▸ **DATA SUPPLIED**

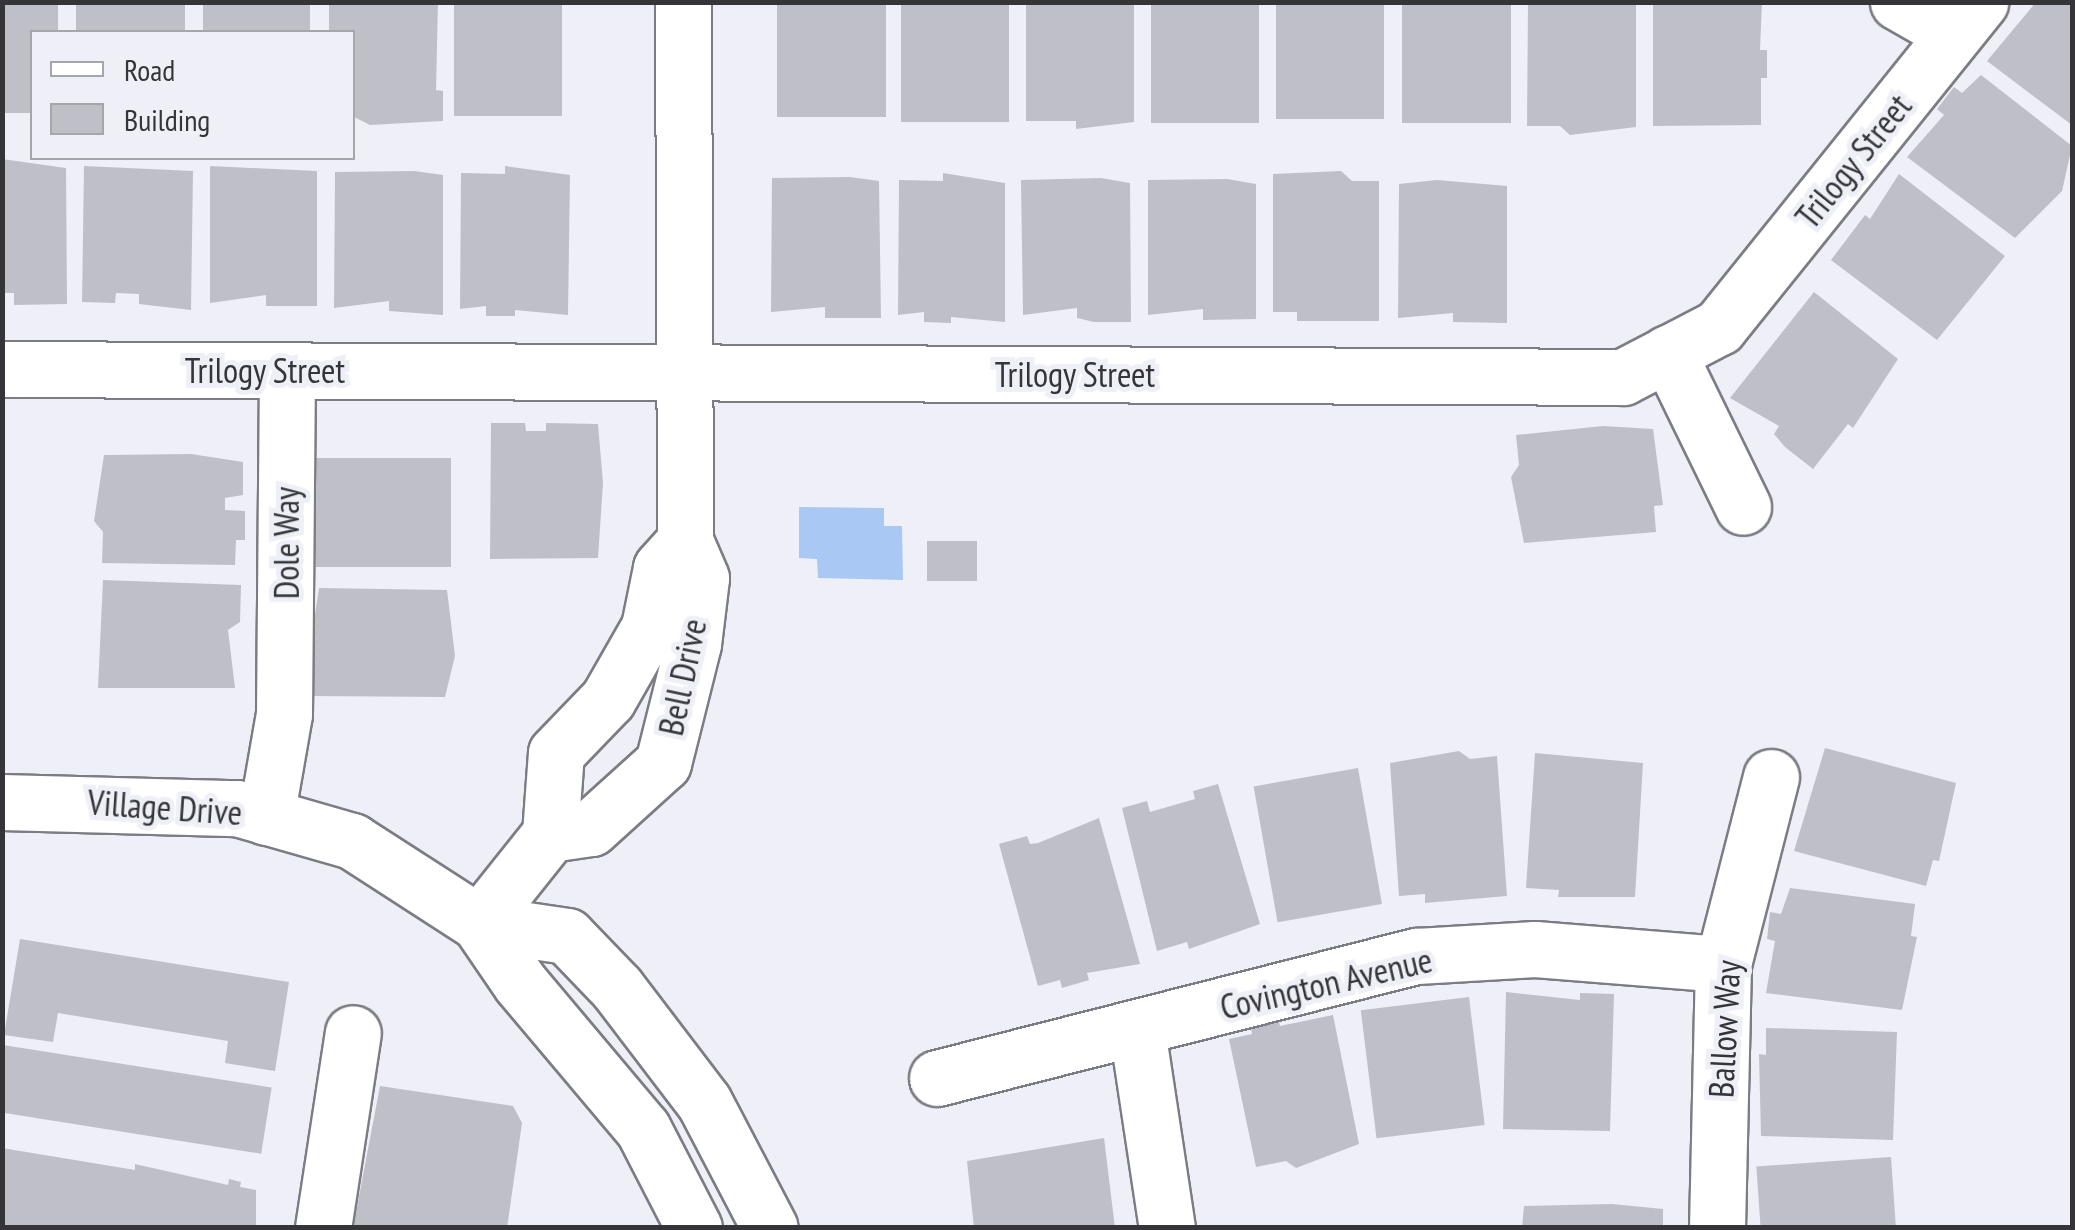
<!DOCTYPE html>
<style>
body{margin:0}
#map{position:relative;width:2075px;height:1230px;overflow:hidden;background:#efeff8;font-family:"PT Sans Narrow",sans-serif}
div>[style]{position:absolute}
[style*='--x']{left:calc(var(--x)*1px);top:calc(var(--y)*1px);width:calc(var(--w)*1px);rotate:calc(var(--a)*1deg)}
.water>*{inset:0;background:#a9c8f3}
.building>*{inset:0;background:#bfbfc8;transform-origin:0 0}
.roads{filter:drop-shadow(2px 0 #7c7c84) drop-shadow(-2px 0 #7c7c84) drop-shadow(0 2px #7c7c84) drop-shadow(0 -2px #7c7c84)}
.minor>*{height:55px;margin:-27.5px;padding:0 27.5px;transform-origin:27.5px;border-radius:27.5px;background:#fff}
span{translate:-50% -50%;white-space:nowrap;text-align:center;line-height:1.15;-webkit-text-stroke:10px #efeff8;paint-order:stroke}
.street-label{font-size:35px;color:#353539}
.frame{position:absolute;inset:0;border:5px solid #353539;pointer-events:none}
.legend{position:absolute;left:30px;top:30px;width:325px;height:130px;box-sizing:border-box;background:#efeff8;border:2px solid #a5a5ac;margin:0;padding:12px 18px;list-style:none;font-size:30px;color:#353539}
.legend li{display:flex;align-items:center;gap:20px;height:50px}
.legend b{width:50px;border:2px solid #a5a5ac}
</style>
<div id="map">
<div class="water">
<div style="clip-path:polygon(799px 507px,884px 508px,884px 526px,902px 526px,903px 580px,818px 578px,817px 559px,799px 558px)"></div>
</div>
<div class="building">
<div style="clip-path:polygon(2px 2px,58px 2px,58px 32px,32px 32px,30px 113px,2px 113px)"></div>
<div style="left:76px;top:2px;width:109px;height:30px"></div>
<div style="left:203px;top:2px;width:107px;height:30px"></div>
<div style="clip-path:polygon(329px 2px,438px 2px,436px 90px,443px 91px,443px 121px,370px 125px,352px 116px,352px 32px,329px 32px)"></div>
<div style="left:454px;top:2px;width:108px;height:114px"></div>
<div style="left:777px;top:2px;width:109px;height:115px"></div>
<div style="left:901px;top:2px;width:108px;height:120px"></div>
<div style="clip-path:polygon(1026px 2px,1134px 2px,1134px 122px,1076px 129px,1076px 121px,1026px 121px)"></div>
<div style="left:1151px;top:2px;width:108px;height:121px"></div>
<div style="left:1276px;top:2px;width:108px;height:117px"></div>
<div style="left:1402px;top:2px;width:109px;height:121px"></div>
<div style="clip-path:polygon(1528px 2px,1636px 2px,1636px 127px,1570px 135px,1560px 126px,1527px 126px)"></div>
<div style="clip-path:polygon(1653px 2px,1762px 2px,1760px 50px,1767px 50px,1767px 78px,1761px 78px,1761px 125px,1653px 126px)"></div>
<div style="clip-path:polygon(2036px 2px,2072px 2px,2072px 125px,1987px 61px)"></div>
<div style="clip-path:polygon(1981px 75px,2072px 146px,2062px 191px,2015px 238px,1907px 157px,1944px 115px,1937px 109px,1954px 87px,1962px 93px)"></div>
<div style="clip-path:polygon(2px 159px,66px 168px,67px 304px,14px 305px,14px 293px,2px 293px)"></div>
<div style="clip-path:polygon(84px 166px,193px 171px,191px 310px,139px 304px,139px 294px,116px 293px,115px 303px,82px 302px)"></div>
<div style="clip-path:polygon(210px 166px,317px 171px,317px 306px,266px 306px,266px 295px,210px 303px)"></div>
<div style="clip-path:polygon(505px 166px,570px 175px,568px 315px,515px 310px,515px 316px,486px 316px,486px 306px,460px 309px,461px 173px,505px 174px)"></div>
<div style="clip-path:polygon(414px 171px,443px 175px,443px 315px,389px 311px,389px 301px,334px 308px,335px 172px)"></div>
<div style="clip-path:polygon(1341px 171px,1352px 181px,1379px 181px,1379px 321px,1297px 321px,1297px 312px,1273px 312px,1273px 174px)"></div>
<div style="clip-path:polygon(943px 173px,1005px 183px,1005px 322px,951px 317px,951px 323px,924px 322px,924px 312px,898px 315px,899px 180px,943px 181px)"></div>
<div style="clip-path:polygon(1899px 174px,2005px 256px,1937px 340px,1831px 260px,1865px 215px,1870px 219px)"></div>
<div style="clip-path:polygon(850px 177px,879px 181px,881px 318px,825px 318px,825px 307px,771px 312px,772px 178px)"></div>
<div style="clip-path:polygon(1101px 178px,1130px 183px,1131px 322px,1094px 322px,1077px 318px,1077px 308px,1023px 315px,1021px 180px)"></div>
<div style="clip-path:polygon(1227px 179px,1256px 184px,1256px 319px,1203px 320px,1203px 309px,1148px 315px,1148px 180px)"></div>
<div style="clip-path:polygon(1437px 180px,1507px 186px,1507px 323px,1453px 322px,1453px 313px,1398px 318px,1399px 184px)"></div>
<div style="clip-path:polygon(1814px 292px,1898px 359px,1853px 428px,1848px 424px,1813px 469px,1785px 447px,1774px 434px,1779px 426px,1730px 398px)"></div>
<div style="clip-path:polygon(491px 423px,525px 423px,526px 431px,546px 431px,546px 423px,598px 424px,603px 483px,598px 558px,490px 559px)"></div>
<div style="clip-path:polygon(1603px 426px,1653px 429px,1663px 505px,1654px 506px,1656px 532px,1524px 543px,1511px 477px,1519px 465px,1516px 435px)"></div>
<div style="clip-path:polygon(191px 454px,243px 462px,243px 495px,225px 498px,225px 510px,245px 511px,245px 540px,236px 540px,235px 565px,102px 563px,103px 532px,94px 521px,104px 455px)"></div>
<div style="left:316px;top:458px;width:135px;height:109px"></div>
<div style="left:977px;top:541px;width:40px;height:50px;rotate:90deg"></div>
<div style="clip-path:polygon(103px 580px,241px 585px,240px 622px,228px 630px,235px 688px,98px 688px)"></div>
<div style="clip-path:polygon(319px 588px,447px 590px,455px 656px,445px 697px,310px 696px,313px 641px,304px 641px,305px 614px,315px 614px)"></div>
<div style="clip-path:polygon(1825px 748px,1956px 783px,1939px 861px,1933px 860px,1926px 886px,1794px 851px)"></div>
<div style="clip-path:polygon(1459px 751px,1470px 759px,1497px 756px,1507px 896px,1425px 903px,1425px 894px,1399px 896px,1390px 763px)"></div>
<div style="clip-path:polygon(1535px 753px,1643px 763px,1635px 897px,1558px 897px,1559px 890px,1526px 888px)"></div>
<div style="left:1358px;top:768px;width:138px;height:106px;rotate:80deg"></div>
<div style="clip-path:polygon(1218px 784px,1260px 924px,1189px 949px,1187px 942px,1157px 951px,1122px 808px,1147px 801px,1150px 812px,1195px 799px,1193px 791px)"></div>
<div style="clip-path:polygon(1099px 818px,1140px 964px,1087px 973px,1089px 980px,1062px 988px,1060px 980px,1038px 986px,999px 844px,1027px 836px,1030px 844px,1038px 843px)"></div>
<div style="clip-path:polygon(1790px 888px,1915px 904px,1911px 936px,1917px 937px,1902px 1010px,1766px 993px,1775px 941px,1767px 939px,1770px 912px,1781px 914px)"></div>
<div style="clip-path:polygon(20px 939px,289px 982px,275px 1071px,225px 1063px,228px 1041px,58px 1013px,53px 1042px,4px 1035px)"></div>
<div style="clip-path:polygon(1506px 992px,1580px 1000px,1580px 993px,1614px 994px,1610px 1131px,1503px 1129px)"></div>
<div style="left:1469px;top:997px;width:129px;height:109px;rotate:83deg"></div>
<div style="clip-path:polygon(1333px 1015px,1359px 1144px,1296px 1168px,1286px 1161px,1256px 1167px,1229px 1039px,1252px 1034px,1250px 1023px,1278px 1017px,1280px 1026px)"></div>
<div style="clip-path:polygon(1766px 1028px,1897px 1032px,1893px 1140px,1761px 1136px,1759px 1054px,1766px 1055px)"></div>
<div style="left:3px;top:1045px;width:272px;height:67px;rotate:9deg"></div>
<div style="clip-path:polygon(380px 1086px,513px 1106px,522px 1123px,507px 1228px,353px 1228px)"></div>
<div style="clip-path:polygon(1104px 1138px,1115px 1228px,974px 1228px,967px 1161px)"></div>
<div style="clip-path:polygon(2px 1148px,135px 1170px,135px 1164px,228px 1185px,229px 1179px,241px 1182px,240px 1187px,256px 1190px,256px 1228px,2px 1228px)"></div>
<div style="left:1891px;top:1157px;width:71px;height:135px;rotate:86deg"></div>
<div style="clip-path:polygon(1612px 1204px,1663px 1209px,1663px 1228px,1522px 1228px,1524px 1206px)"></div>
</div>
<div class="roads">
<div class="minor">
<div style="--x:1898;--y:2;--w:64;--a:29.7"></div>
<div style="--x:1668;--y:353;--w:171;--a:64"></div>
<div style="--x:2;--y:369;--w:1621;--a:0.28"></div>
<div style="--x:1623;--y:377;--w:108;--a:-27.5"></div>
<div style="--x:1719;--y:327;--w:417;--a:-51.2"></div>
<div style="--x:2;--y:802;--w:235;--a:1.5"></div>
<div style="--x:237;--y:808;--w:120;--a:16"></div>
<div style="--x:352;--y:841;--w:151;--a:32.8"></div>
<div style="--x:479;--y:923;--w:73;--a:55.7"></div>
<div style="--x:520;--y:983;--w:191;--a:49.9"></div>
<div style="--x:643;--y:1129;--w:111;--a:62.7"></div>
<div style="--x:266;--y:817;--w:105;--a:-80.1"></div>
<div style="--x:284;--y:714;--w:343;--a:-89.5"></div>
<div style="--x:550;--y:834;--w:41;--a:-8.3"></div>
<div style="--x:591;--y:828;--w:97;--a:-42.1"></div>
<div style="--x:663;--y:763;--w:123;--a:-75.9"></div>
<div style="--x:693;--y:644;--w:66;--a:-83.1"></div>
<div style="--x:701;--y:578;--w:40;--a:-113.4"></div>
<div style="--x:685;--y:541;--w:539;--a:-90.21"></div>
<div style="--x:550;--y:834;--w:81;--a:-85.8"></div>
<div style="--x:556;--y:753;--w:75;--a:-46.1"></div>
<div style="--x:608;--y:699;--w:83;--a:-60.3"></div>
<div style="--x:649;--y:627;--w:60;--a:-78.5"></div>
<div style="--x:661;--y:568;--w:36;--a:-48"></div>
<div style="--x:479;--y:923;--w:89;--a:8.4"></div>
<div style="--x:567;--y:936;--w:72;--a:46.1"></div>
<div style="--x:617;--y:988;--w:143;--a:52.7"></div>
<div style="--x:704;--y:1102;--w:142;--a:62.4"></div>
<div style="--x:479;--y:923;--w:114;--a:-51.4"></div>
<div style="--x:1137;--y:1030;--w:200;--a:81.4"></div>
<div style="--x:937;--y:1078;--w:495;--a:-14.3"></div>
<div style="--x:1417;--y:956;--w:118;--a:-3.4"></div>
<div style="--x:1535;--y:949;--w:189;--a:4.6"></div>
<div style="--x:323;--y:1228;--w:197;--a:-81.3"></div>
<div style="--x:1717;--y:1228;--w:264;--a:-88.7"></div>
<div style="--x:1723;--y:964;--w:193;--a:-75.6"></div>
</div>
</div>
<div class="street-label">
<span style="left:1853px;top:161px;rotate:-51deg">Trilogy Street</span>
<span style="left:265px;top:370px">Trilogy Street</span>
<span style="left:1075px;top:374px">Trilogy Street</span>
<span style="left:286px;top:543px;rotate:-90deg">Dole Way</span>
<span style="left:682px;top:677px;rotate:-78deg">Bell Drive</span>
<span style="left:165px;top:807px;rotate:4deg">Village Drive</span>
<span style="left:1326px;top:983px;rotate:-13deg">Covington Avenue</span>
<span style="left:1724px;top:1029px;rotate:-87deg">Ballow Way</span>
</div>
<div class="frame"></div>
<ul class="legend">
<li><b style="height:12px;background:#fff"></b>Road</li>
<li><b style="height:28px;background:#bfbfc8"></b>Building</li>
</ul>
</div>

▸ **TASK BRIEF**
Print the material above word for word, first line through the line with "0 #7c7c84) drop-shadow(-2px", and leave every picture out.

▸ **RESPONSE TO THE EXERCISE**
<!DOCTYPE html>
<style>
body{margin:0}
#map{position:relative;width:2075px;height:1230px;overflow:hidden;background:#efeff8;font-family:"PT Sans Narrow",sans-serif}
div>[style]{position:absolute}
[style*='--x']{left:calc(var(--x)*1px);top:calc(var(--y)*1px);width:calc(var(--w)*1px);rotate:calc(var(--a)*1deg)}
.water>*{inset:0;background:#a9c8f3}
.building>*{inset:0;background:#bfbfc8;transform-origin:0 0}
.roads{filter:drop-shadow(2px 0 #7c7c84) drop-shadow(-2px 0 #7c7c84) drop-shadow(0 2px #7c7c84) drop-shadow(0 -2px #7c7c84)}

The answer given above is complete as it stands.